▶ [Exercise details] Search the entries for the word "check" and return every line where it is found.

[Collected data entries]
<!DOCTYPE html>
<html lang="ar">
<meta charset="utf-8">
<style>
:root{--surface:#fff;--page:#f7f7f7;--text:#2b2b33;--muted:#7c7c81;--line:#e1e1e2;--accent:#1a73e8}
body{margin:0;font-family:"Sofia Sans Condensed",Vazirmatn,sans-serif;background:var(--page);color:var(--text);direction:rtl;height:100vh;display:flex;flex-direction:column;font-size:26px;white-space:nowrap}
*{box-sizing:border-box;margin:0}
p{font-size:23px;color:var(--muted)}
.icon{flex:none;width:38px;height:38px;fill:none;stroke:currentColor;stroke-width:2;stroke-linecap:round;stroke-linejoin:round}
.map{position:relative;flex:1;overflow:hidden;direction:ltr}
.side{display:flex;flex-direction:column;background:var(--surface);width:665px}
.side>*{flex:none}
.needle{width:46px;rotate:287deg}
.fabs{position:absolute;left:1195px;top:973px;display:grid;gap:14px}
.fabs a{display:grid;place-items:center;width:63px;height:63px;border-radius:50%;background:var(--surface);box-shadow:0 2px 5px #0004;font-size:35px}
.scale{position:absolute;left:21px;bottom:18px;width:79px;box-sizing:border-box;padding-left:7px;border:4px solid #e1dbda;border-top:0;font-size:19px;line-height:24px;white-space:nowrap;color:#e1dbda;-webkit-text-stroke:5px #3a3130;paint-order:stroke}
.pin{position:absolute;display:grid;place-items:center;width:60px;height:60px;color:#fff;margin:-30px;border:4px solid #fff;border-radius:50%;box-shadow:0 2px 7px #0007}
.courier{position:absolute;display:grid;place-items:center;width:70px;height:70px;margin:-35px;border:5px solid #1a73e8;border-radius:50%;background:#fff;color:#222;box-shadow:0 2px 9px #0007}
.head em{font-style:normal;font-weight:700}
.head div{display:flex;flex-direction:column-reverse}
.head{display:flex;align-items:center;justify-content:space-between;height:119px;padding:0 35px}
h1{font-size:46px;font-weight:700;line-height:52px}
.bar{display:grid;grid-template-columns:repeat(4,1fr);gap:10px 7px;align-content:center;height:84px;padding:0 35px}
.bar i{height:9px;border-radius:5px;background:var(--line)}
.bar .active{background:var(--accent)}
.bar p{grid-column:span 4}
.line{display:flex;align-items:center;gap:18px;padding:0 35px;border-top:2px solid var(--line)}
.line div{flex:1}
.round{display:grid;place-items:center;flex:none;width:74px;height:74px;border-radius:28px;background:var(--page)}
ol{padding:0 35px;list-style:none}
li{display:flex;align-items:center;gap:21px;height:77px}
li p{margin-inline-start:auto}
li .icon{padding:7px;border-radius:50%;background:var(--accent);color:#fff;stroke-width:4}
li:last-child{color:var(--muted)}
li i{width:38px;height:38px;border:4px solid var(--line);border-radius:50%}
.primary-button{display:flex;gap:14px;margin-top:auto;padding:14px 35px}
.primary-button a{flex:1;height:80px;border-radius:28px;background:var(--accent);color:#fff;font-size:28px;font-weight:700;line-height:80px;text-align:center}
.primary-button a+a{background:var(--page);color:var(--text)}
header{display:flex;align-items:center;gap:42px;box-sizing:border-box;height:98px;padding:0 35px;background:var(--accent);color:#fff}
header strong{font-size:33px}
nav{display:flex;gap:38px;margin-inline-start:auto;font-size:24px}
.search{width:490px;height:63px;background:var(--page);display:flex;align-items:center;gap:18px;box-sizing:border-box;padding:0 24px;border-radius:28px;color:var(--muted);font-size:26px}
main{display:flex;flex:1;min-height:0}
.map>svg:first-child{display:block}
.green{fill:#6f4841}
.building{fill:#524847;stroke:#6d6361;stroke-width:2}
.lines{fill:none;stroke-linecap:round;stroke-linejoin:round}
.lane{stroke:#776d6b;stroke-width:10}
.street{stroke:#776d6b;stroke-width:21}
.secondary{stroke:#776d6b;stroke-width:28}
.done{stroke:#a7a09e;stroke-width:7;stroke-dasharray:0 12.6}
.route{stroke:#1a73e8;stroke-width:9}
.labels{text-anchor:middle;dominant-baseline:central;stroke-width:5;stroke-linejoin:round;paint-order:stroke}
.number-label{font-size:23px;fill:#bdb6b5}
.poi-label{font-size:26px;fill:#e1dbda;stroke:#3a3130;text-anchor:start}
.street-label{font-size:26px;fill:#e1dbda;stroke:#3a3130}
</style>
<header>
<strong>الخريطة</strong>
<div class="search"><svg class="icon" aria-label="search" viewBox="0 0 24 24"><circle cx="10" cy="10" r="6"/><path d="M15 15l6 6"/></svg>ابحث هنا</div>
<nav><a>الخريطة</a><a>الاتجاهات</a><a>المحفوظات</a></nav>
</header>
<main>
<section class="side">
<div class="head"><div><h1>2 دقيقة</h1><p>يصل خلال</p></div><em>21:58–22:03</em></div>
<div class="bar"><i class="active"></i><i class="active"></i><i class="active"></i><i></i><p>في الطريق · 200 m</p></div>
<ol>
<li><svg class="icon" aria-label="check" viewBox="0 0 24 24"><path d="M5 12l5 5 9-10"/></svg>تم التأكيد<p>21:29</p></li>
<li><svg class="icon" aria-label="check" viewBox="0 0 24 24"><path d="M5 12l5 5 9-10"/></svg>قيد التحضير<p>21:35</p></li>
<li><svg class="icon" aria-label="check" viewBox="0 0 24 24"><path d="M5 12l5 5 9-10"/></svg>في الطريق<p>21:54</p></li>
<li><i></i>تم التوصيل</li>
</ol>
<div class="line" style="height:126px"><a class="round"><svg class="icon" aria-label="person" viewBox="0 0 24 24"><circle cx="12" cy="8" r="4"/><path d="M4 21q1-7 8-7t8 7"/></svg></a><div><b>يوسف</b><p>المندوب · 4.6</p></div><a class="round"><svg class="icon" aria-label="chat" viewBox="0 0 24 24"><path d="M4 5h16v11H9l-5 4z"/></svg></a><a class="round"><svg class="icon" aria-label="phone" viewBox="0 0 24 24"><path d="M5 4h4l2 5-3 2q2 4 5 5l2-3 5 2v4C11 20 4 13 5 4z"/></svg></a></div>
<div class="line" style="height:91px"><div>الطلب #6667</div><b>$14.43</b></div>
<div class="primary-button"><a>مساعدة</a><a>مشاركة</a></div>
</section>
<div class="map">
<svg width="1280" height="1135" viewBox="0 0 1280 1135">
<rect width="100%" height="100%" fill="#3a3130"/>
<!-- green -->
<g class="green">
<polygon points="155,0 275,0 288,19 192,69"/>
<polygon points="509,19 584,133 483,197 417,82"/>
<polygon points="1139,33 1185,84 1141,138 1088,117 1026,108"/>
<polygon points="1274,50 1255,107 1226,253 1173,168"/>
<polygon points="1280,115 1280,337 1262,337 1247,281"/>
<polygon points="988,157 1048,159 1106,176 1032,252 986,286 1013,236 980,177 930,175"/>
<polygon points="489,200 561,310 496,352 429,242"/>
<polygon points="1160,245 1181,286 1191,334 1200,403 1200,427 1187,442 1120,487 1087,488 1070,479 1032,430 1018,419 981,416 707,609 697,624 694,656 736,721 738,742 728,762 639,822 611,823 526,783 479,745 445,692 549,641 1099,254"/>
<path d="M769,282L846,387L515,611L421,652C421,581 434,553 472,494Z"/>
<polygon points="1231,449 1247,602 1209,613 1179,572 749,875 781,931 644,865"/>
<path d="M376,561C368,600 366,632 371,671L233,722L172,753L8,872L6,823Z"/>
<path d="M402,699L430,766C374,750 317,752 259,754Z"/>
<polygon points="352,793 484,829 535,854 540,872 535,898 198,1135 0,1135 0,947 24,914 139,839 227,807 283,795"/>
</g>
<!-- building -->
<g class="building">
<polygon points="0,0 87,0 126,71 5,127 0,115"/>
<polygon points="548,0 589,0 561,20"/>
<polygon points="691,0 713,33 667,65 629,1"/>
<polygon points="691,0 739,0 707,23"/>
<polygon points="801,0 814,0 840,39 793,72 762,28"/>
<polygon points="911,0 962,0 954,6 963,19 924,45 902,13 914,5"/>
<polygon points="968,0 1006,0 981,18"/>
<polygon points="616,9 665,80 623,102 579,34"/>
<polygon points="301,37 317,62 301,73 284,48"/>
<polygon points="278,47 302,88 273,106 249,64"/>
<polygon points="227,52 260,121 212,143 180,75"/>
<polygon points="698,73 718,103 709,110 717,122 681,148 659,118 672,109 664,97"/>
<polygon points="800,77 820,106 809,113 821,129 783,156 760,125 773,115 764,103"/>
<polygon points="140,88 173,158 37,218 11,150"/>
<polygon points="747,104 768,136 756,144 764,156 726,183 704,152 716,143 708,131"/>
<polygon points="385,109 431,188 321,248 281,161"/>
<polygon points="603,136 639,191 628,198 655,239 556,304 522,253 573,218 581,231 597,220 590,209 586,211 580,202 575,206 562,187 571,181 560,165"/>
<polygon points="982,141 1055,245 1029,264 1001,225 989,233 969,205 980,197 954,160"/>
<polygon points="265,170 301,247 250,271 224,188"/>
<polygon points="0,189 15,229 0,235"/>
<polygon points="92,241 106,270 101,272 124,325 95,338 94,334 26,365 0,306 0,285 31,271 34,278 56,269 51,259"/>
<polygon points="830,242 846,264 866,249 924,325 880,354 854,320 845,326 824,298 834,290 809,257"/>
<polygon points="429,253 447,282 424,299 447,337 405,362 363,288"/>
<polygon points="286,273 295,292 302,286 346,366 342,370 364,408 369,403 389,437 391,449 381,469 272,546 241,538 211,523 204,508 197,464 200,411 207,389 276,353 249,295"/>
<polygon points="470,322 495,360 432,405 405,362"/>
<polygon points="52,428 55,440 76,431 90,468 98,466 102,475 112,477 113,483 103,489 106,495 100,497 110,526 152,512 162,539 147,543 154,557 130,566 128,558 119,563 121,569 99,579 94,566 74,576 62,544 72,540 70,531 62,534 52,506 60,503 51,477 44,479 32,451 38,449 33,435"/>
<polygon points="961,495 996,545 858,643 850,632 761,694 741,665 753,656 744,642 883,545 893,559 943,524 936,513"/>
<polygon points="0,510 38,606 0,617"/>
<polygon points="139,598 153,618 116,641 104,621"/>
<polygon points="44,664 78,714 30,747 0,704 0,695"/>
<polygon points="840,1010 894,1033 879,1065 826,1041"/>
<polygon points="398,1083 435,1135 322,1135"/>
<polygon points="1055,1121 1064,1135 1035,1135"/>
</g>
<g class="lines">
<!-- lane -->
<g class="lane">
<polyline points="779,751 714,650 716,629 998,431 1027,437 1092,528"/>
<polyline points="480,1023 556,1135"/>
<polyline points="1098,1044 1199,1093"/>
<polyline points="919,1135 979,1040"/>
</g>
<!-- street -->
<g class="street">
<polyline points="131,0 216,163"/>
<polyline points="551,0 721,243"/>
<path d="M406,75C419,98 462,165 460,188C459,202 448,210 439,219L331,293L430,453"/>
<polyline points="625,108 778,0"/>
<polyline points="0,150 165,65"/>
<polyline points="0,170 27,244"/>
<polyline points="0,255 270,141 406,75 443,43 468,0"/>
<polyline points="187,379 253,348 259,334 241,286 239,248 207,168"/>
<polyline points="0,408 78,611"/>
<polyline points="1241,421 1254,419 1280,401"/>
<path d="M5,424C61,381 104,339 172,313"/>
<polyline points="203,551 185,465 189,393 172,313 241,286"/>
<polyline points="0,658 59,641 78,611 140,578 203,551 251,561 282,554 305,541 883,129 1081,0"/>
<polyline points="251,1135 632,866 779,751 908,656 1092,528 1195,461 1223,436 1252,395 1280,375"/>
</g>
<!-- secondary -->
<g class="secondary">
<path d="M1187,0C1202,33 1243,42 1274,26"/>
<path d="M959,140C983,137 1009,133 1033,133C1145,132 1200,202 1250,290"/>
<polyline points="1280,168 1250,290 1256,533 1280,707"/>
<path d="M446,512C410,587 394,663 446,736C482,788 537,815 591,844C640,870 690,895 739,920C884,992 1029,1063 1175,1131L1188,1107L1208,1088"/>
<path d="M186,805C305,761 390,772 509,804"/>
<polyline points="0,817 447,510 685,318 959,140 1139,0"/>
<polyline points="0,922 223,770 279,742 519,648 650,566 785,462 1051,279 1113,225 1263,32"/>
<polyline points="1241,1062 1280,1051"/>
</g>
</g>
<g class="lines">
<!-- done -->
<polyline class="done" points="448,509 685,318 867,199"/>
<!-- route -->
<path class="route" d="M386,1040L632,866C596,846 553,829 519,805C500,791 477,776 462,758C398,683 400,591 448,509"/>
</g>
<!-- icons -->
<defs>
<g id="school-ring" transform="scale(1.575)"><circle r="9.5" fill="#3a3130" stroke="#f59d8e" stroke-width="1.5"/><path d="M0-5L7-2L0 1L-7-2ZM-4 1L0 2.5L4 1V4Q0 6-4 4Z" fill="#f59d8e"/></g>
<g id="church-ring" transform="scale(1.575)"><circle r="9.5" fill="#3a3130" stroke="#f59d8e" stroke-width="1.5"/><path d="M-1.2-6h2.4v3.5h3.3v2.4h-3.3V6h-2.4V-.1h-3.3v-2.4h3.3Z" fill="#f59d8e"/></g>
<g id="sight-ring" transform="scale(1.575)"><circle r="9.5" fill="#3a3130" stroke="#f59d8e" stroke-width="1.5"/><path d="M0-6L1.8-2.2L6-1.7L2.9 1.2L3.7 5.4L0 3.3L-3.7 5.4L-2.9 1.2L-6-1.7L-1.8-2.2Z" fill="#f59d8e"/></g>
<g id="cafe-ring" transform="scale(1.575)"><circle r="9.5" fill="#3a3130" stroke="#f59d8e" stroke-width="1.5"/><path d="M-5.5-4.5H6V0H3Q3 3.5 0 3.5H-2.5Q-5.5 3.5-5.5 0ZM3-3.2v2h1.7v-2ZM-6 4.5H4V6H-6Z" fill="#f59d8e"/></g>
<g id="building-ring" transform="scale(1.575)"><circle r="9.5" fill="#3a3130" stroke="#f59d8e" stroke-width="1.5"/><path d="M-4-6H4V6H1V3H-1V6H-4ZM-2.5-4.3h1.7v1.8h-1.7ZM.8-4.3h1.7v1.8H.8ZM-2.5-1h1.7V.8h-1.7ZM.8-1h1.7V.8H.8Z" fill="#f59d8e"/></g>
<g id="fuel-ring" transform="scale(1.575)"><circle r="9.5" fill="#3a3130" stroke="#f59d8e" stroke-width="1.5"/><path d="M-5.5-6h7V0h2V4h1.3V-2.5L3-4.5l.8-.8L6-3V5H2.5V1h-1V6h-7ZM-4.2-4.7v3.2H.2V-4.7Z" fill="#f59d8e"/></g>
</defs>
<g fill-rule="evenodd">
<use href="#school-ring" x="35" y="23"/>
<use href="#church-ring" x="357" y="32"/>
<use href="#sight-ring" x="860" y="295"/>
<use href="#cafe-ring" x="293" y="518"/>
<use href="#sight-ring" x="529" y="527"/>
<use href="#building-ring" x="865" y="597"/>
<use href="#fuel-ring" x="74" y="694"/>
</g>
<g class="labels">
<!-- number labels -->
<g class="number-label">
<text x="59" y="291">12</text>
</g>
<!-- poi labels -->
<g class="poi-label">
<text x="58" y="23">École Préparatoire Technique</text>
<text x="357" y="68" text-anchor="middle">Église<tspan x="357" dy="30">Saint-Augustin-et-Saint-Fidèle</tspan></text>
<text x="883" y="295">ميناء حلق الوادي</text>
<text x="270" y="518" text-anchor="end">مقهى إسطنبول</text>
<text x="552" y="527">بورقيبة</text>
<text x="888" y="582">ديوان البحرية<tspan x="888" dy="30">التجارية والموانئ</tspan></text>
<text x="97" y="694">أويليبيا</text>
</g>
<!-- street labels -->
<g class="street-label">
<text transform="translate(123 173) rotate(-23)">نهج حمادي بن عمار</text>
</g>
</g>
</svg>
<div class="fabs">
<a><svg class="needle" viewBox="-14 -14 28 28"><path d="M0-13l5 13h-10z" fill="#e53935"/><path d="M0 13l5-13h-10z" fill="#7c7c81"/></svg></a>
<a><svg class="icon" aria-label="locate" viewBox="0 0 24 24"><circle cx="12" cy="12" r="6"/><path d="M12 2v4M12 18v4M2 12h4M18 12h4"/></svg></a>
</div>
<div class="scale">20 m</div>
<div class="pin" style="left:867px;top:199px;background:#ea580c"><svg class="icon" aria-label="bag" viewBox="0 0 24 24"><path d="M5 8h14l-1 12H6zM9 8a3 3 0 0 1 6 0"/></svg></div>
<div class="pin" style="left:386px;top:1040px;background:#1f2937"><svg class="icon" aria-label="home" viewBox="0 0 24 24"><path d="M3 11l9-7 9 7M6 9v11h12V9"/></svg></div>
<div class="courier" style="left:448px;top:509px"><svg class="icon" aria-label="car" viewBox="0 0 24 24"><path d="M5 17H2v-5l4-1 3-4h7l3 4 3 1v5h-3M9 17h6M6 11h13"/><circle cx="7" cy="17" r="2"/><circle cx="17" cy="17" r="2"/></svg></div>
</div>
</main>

▶ [Written response]
<li><svg class="icon" aria-label="check" viewBox="0 0 24 24"><path d="M5 12l5 5 9-10"/></svg>تم التأكيد<p>21:29</p></li>
<li><svg class="icon" aria-label="check" viewBox="0 0 24 24"><path d="M5 12l5 5 9-10"/></svg>قيد التحضير<p>21:35</p></li>
<li><svg class="icon" aria-label="check" viewBox="0 0 24 24"><path d="M5 12l5 5 9-10"/></svg>في الطريق<p>21:54</p></li>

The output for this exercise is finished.